A Challenge for the Machine Learners

The machine-learning modulation-recognition community consistently claims vastly superior performance to anything that has come before. Let’s test that.


I’ve decided to post the data set I discuss here to the CSP Blog for all interested parties to use. See the new post on the Data Set. If you do use it, please let me and the CSP Blog readers know how you fared with your experiments in the Comments section of either post. Thanks!

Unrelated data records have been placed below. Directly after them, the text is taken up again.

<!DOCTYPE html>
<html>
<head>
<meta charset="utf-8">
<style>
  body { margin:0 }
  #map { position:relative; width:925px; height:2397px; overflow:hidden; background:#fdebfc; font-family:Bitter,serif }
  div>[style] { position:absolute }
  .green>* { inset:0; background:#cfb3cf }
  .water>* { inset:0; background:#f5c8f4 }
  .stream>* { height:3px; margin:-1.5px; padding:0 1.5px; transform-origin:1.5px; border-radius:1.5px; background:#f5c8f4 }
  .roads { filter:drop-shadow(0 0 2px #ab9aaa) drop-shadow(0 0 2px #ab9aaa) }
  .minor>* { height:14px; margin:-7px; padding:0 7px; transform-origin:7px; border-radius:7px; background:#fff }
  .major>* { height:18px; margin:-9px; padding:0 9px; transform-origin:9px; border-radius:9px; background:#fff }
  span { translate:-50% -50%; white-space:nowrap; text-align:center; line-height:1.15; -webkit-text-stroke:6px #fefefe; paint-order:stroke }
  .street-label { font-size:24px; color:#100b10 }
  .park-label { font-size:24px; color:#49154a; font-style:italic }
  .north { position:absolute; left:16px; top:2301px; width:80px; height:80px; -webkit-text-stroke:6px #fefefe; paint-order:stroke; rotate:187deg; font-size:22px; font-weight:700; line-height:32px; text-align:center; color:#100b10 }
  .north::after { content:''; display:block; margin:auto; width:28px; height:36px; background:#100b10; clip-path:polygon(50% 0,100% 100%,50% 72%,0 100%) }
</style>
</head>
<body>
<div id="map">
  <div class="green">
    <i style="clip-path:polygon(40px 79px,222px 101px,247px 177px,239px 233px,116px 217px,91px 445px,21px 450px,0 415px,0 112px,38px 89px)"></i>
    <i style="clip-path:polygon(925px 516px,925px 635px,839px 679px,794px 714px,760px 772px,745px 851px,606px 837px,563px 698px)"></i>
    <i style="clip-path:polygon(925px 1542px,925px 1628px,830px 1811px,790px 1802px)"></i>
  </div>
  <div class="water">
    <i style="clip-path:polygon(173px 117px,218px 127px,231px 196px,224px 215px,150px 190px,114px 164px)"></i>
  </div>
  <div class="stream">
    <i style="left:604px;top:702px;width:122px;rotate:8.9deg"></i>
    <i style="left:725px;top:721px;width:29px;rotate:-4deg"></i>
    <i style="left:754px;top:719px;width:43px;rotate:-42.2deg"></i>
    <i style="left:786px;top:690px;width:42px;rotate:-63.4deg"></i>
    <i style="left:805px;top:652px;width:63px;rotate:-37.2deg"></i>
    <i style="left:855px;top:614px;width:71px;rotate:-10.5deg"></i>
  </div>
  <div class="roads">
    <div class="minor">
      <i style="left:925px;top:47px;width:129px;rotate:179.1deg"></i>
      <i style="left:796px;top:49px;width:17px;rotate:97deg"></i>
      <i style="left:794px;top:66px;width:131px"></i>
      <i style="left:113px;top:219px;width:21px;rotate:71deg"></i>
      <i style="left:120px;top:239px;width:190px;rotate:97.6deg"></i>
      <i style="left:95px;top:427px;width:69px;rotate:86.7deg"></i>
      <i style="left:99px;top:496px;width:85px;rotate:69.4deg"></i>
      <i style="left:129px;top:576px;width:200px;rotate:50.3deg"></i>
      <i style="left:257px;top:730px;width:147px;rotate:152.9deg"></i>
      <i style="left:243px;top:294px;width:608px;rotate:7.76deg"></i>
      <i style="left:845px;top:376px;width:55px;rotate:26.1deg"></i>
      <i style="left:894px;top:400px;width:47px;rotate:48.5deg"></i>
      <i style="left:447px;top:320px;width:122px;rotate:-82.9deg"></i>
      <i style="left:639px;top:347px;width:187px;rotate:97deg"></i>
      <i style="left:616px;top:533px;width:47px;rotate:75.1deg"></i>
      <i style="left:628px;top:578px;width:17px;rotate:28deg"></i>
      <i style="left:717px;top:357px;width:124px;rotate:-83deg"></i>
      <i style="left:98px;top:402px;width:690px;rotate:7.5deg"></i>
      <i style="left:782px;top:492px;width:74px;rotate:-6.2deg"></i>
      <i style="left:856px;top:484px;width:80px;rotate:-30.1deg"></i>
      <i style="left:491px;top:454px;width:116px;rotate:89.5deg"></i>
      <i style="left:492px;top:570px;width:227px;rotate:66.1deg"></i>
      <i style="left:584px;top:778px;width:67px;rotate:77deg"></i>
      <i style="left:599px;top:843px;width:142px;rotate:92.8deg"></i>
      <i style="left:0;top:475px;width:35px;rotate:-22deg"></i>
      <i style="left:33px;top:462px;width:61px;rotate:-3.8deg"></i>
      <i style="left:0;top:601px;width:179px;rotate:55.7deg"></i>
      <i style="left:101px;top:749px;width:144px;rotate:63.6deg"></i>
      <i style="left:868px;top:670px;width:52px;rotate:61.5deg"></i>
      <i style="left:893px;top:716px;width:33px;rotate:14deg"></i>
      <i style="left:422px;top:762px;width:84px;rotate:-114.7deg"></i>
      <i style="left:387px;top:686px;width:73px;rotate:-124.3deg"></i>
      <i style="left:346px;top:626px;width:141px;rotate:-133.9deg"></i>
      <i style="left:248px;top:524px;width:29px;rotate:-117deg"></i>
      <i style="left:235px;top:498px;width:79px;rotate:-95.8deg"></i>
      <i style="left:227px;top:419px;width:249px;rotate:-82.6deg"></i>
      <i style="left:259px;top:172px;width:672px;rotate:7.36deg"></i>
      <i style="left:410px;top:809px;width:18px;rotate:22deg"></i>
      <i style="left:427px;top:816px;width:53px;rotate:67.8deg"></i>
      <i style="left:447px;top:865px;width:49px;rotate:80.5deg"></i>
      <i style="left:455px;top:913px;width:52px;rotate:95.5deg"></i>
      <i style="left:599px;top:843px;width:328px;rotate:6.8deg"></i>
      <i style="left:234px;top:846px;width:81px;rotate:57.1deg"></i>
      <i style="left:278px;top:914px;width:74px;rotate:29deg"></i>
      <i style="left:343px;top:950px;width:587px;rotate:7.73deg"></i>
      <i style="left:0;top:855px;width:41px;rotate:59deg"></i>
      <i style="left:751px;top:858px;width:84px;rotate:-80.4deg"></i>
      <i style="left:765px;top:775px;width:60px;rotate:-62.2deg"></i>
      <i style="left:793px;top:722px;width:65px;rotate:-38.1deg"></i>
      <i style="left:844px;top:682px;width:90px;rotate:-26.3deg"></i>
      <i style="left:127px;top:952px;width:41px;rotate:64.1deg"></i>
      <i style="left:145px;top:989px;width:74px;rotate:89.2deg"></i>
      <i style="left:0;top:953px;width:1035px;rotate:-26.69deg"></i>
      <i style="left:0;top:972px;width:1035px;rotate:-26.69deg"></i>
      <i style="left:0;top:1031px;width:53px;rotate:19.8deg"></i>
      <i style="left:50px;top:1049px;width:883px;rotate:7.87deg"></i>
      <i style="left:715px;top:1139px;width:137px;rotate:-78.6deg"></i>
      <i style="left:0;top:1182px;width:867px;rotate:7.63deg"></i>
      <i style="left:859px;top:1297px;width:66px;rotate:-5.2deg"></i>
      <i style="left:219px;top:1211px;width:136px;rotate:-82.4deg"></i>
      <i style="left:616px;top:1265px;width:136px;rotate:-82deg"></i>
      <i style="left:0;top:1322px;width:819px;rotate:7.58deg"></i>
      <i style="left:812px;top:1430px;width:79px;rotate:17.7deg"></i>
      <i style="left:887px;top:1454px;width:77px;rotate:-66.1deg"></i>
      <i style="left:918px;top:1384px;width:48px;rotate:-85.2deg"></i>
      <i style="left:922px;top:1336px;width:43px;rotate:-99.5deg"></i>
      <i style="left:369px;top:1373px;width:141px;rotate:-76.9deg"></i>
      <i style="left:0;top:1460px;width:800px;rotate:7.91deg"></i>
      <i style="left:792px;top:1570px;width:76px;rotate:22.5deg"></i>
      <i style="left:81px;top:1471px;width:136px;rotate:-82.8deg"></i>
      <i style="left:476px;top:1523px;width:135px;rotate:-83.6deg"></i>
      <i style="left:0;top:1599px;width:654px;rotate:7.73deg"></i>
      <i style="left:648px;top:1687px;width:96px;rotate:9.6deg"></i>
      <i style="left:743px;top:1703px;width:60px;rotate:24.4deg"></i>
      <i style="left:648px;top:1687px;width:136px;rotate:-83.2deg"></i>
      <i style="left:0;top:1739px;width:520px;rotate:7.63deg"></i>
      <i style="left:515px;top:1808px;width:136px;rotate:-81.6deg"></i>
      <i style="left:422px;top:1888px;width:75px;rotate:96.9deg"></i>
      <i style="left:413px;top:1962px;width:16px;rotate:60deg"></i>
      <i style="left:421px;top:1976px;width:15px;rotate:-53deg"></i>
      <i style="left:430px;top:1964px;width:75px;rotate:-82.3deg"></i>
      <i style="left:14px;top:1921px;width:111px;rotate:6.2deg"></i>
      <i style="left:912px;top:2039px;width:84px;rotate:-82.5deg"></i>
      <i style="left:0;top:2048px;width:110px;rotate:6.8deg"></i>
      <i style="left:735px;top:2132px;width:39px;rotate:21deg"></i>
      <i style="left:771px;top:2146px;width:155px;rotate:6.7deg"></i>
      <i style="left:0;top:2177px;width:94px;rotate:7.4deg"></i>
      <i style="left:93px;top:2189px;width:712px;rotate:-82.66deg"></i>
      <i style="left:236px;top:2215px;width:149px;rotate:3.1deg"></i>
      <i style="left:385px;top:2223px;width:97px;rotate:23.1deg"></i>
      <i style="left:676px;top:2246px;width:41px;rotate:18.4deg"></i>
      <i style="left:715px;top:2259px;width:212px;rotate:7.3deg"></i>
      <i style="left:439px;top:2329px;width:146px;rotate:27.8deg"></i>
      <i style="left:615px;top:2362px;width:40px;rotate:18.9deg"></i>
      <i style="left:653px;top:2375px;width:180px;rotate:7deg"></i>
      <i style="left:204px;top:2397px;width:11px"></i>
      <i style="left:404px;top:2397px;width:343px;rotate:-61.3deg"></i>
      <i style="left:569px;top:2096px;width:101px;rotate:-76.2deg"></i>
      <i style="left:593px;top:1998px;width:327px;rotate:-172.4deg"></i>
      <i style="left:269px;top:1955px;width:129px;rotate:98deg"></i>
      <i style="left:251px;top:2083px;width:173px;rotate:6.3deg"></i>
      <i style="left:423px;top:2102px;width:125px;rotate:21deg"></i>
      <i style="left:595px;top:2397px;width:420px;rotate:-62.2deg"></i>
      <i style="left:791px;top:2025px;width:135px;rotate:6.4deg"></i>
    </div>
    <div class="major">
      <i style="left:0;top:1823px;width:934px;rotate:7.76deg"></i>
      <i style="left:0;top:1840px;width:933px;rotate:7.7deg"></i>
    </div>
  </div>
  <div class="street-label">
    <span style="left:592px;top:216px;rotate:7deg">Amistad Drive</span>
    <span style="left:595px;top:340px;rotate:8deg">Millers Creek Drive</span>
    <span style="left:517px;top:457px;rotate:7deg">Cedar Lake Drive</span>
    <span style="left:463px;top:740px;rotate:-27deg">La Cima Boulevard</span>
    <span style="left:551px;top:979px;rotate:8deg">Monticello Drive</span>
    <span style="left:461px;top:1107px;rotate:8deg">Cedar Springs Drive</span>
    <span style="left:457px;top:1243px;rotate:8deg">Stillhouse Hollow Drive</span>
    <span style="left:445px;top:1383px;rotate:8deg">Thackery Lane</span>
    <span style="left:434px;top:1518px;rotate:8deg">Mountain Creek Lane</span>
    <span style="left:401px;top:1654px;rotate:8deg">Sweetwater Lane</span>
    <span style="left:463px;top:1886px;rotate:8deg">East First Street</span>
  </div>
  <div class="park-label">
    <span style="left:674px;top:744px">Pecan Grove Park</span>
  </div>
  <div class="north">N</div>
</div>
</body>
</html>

A while back I was working with some machine-learning researchers on the problem of carrier-frequency-offset (CFO) estimation. The CFO is the residual carrier frequency exhibited by an imperfectly downconverted radio-frequency signal. I’ll describe it in more detail below. The idea behind the collaboration was to find the SNR, SINR, block-length, etc., ranges for which machine-learning algorithms outperform more traditional approaches, such as those involving exploitation of cyclostationarity. If we’re going to get rid of the feature-based approaches used by experts, then we’d better make sure that the machines can do at least as well as those approaches for the problems typically considered by the experts.

Well, the collaboration fizzled out after I produced my current best-effort results using CSP. I still don’t know how well my erstwhile collaborators can do on the CFO problem. (This has now happened with a different researcher as well.) But I’ve got a Blog with decent reach and readership, so maybe somebody else will pick up the challenge.

Problem Definition

Given a complex-valued data sequence x(t), t = 0, 1, \ldots T-1, that contains a single digitally modulated signal taken from a finite set of modulation types C, find the modulation type, symbol/bit rate, and carrier-frequency offset. That is, the data to be processed is given by

\displaystyle x(t) = s(t) + w(t), \ \ t = 0, 1, \ldots T-1 \hfill (1)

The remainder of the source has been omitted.